Input material START

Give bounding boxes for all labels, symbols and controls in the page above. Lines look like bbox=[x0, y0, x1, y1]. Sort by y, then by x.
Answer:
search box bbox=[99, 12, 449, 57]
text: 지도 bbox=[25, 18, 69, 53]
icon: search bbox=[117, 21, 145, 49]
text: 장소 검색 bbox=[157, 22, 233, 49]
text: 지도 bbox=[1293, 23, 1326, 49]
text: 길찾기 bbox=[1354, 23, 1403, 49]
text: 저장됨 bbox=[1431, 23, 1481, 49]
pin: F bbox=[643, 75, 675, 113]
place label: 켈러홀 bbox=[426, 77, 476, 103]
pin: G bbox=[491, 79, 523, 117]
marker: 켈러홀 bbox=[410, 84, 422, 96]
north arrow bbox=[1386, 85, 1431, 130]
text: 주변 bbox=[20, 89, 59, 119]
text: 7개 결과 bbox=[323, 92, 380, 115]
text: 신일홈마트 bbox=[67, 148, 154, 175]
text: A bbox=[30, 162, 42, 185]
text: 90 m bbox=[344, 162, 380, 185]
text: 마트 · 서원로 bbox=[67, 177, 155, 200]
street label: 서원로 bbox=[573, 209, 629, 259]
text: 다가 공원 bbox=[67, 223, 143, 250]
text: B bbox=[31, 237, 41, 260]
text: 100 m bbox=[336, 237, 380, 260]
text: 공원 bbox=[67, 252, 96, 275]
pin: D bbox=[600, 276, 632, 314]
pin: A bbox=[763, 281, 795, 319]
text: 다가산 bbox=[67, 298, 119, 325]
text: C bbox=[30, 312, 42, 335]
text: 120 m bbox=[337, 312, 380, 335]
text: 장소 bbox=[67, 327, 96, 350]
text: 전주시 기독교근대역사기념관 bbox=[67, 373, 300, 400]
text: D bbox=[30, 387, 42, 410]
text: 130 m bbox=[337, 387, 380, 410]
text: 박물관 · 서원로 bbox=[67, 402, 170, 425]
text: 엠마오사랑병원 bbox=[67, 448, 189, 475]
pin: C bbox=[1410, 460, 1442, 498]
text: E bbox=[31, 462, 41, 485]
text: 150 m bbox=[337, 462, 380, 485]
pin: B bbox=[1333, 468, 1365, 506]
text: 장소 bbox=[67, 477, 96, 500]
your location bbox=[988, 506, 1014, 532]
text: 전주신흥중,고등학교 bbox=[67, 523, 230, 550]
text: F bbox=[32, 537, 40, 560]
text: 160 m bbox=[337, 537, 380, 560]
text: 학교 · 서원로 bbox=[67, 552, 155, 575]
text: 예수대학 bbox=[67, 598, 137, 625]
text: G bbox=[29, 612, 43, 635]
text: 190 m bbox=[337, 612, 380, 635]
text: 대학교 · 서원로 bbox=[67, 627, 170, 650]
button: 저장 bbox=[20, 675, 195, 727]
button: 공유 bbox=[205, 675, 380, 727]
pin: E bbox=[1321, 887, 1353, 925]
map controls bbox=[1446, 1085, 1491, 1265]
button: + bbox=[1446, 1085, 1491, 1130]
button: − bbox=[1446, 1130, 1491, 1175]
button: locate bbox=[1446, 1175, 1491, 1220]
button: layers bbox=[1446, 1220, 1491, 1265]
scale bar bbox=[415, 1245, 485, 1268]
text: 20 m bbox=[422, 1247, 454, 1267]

Input material END

- Exercise prompt -
Look over the listing. Pull out every line with the string "button" in it.

- Exercise answer -
button: 저장 bbox=[20, 675, 195, 727]
button: 공유 bbox=[205, 675, 380, 727]
button: + bbox=[1446, 1085, 1491, 1130]
button: − bbox=[1446, 1130, 1491, 1175]
button: locate bbox=[1446, 1175, 1491, 1220]
button: layers bbox=[1446, 1220, 1491, 1265]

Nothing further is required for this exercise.